--- Information supplied ---

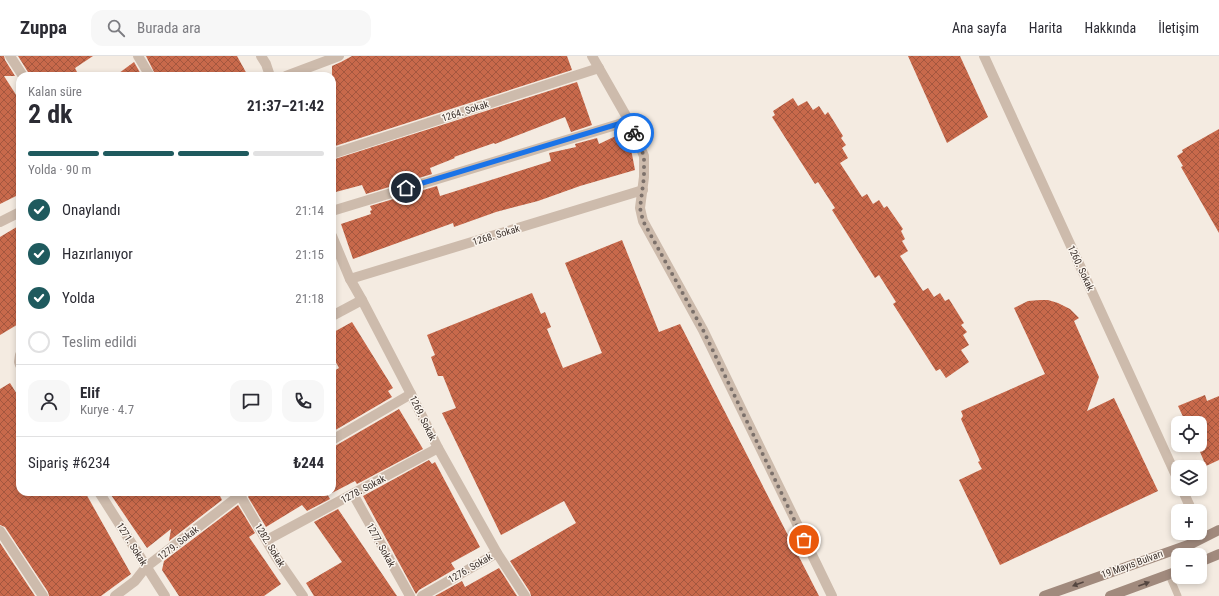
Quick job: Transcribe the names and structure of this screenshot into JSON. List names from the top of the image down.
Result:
{
  "streets": {
    "main road": ["19 Mayıs Bulvarı"],
    "street": [
      "1264. Sokak",
      "1268. Sokak",
      "1260. Sokak",
      "1269. Sokak",
      "1278. Sokak",
      "1279. Sokak",
      "1271. Sokak",
      "1282. Sokak",
      "1277. Sokak",
      "1276. Sokak"
    ]
  },
  "crossings": [
    ["1268. Sokak", "1269. Sokak"],
    ["1269. Sokak", "1278. Sokak"],
    ["1269. Sokak", "1276. Sokak"],
    ["1278. Sokak", "1282. Sokak"],
    ["1278. Sokak", "1277. Sokak"],
    ["1279. Sokak", "1271. Sokak"]
  ],
  "page": {
    "header": "Zuppa",
    "search": "Burada ara",
    "nav": [
      "Ana sayfa",
      "Harita",
      "Hakkında",
      "İletişim"
    ],
    "heading": ["2 dk", "Kalan süre", "21:37–21:42"],
    "panel": [
      "Elif",
      "Kurye · 4.7",
      "Sipariş #6234",
      "₺244"
    ],
    "bar": "Yolda · 90 m",
    "list": [
      ["Onaylandı", "21:14"],
      ["Hazırlanıyor", "21:15"],
      ["Yolda", "21:18"],
      "Teslim edildi"
    ],
    "map_buttons": ["+", "−"]
  }
}
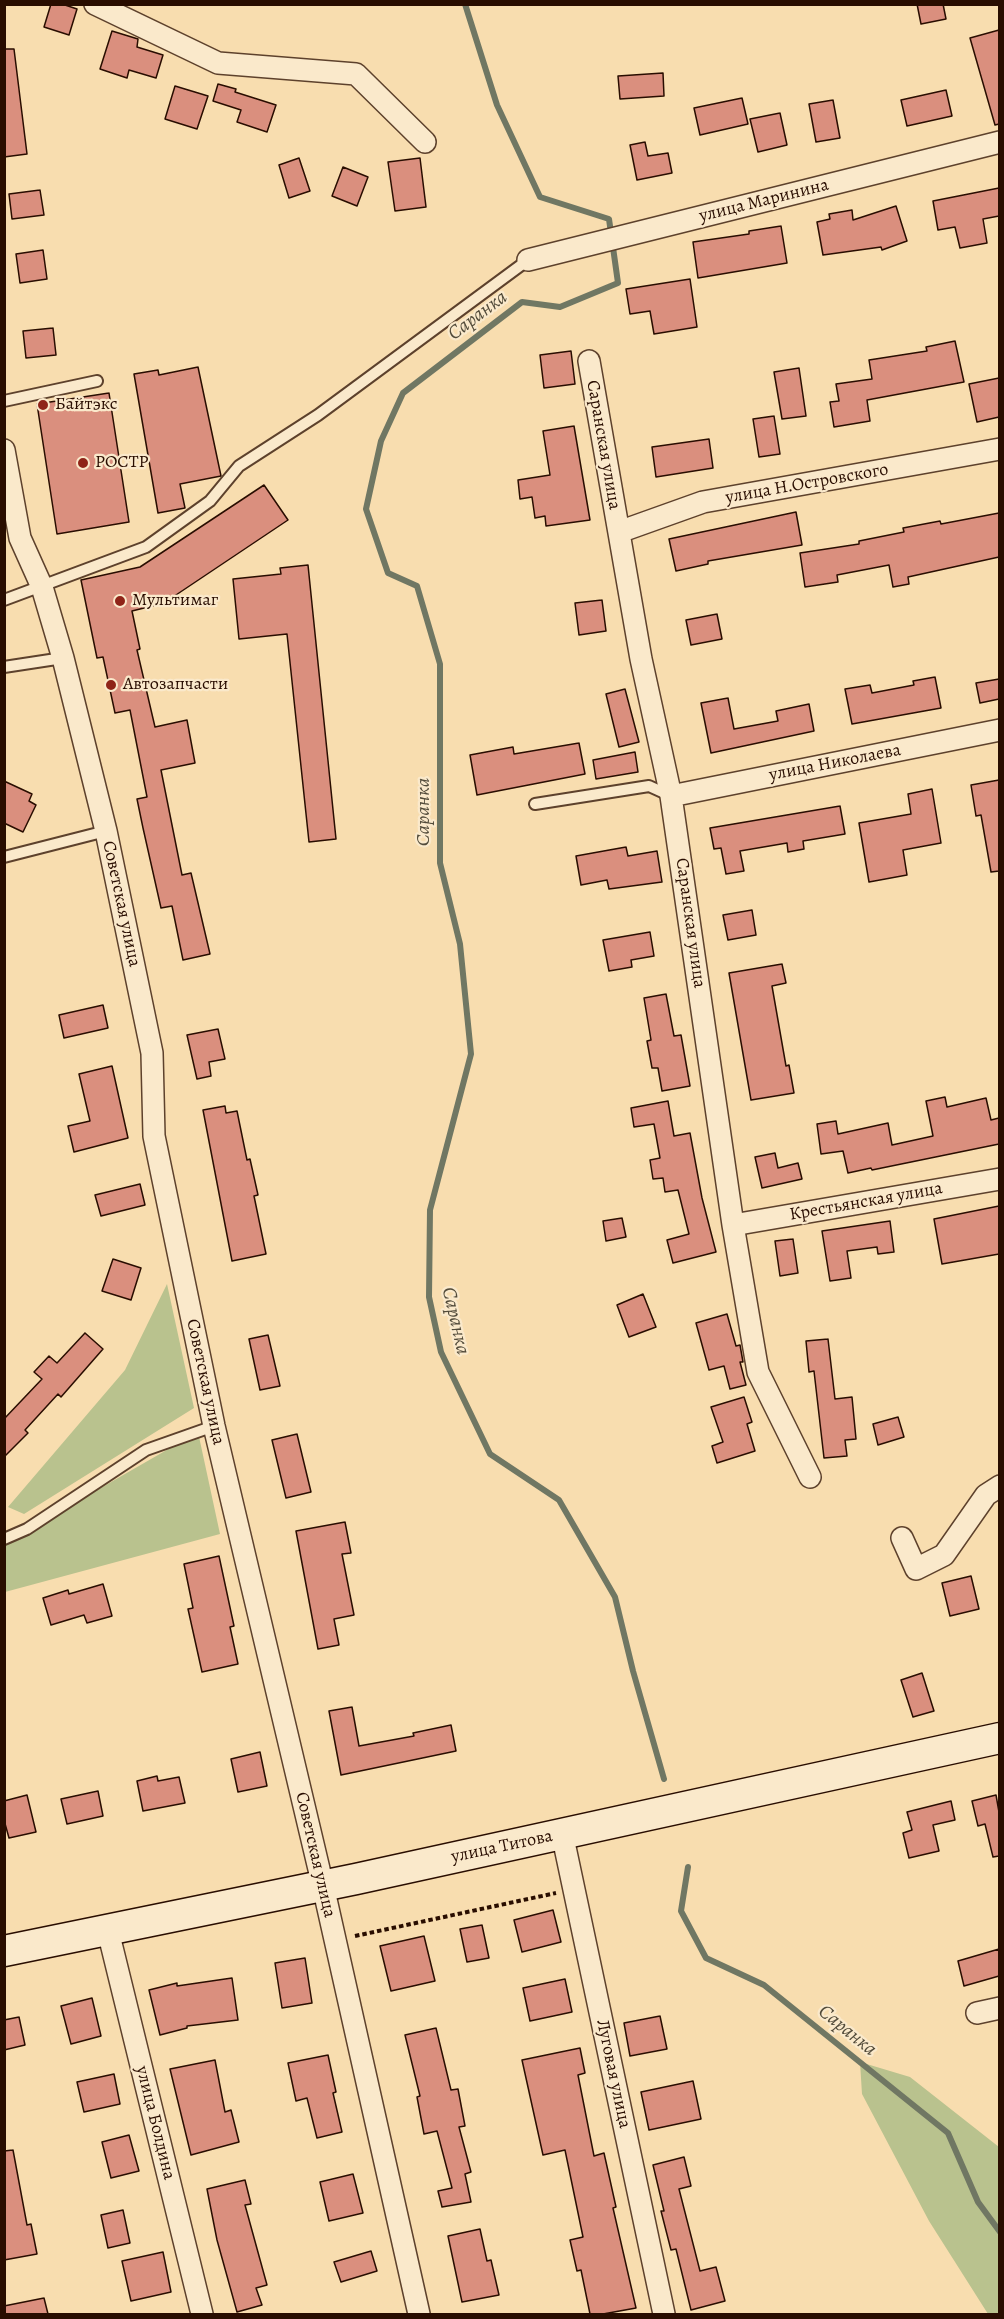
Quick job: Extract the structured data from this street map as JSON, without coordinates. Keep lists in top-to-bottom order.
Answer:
{
  "streets": {
    "main road": ["улица Титова"],
    "street": [
      "улица Маринина",
      "Саранская улица",
      "улица Н.Островского",
      "улица Николаева",
      "Советская улица",
      "Крестьянская улица",
      "Луговая улица",
      "улица Болдина"
    ]
  },
  "crossings": [
    ["Саранская улица", "улица Н.Островского"],
    ["Саранская улица", "улица Николаева"],
    ["Саранская улица", "Крестьянская улица"],
    ["Советская улица", "улица Титова"],
    ["улица Титова", "Луговая улица"],
    ["улица Титова", "улица Болдина"]
  ],
  "water": ["Саранка"],
  "places": [
    "Байтэкс",
    "РОСТР",
    "Мультимаг",
    "Автозапчасти"
  ]
}
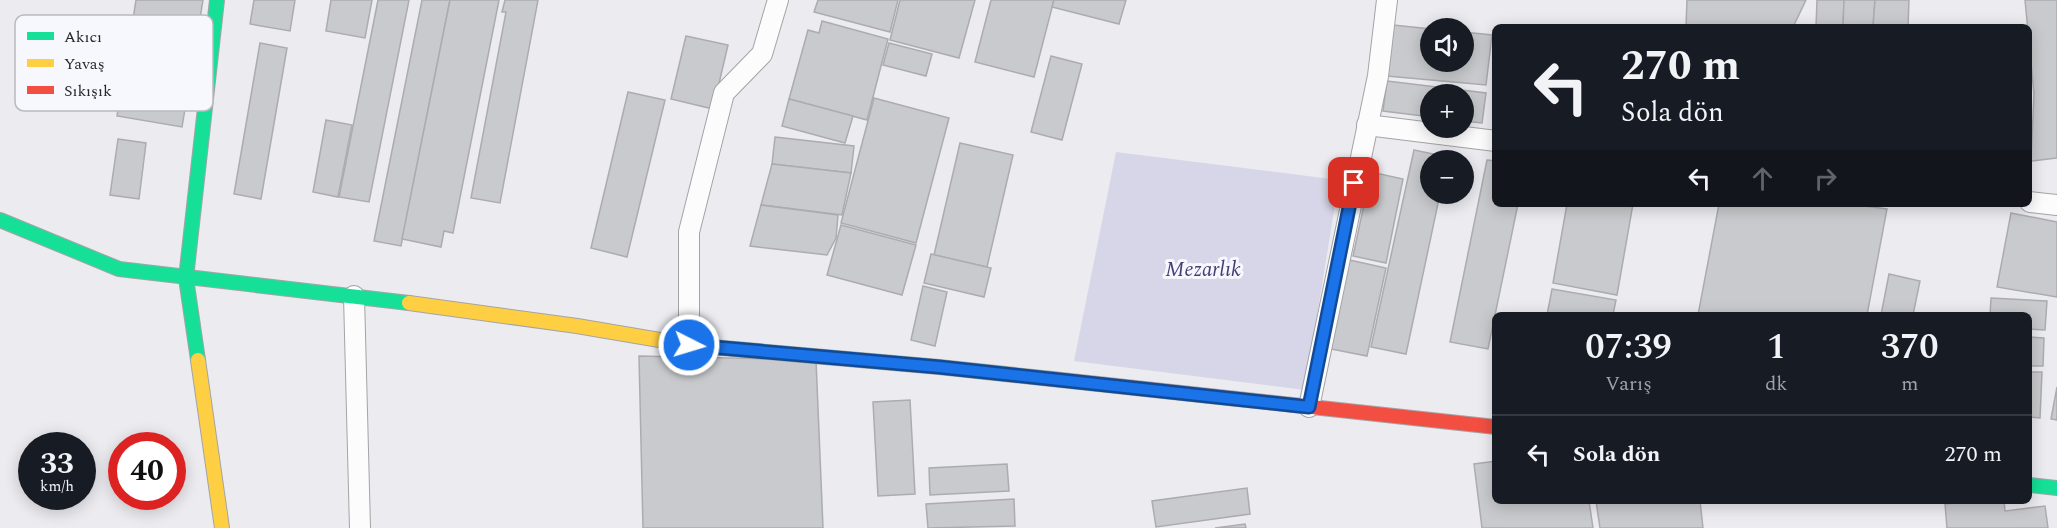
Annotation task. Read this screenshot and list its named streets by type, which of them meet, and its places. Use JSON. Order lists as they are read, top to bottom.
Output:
{
  "parks": ["Mezarlık"],
  "legend": ["Akıcı", "Yavaş", "Sıkışık"],
  "page": {
    "map_buttons": ["+", "−"],
    "turn": ["270 m", "Sola dön"],
    "eta": [
      "07:39",
      "Varış",
      "1",
      "dk",
      "370",
      "m"
    ],
    "list": [
      {
        "name": "Sola dön",
        "value": "270 m"
      }
    ],
    "speed": "33 km/h",
    "limit": "40"
  }
}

---

— Exercise brief —
Please print the entries shown above again, exactly, and skip the pictures.

— Solution to the problem —
Quick job: Transcribe the names and structure of this screenshot into JSON. List names from the top of the image down.
Result:
{
  "streets": {
    "main road": ["19 Mayıs Bulvarı"],
    "street": [
      "1264. Sokak",
      "1268. Sokak",
      "1260. Sokak",
      "1269. Sokak",
      "1278. Sokak",
      "1279. Sokak",
      "1271. Sokak",
      "1282. Sokak",
      "1277. Sokak",
      "1276. Sokak"
    ]
  },
  "crossings": [
    ["1268. Sokak", "1269. Sokak"],
    ["1269. Sokak", "1278. Sokak"],
    ["1269. Sokak", "1276. Sokak"],
    ["1278. Sokak", "1282. Sokak"],
    ["1278. Sokak", "1277. Sokak"],
    ["1279. Sokak", "1271. Sokak"]
  ],
  "page": {
    "header": "Zuppa",
    "search": "Burada ara",
    "nav": [
      "Ana sayfa",
      "Harita",
      "Hakkında",
      "İletişim"
    ],
    "heading": ["2 dk", "Kalan süre", "21:37–21:42"],
    "panel": [
      "Elif",
      "Kurye · 4.7",
      "Sipariş #6234",
      "₺244"
    ],
    "bar": "Yolda · 90 m",
    "list": [
      ["Onaylandı", "21:14"],
      ["Hazırlanıyor", "21:15"],
      ["Yolda", "21:18"],
      "Teslim edildi"
    ],
    "map_buttons": ["+", "−"]
  }
}
Quick job: Extract the structured data from this street map as JSON, without coordinates. Keep lists in top-to-bottom order.
Answer:
{
  "streets": {
    "main road": ["улица Титова"],
    "street": [
      "улица Маринина",
      "Саранская улица",
      "улица Н.Островского",
      "улица Николаева",
      "Советская улица",
      "Крестьянская улица",
      "Луговая улица",
      "улица Болдина"
    ]
  },
  "crossings": [
    ["Саранская улица", "улица Н.Островского"],
    ["Саранская улица", "улица Николаева"],
    ["Саранская улица", "Крестьянская улица"],
    ["Советская улица", "улица Титова"],
    ["улица Титова", "Луговая улица"],
    ["улица Титова", "улица Болдина"]
  ],
  "water": ["Саранка"],
  "places": [
    "Байтэкс",
    "РОСТР",
    "Мультимаг",
    "Автозапчасти"
  ]
}
Annotation task. Read this screenshot and list its named streets by type, which of them meet, and its places. Use JSON. Order lists as they are read, top to bottom.
Output:
{
  "parks": ["Mezarlık"],
  "legend": ["Akıcı", "Yavaş", "Sıkışık"],
  "page": {
    "map_buttons": ["+", "−"],
    "turn": ["270 m", "Sola dön"],
    "eta": [
      "07:39",
      "Varış",
      "1",
      "dk",
      "370",
      "m"
    ],
    "list": [
      {
        "name": "Sola dön",
        "value": "270 m"
      }
    ],
    "speed": "33 km/h",
    "limit": "40"
  }
}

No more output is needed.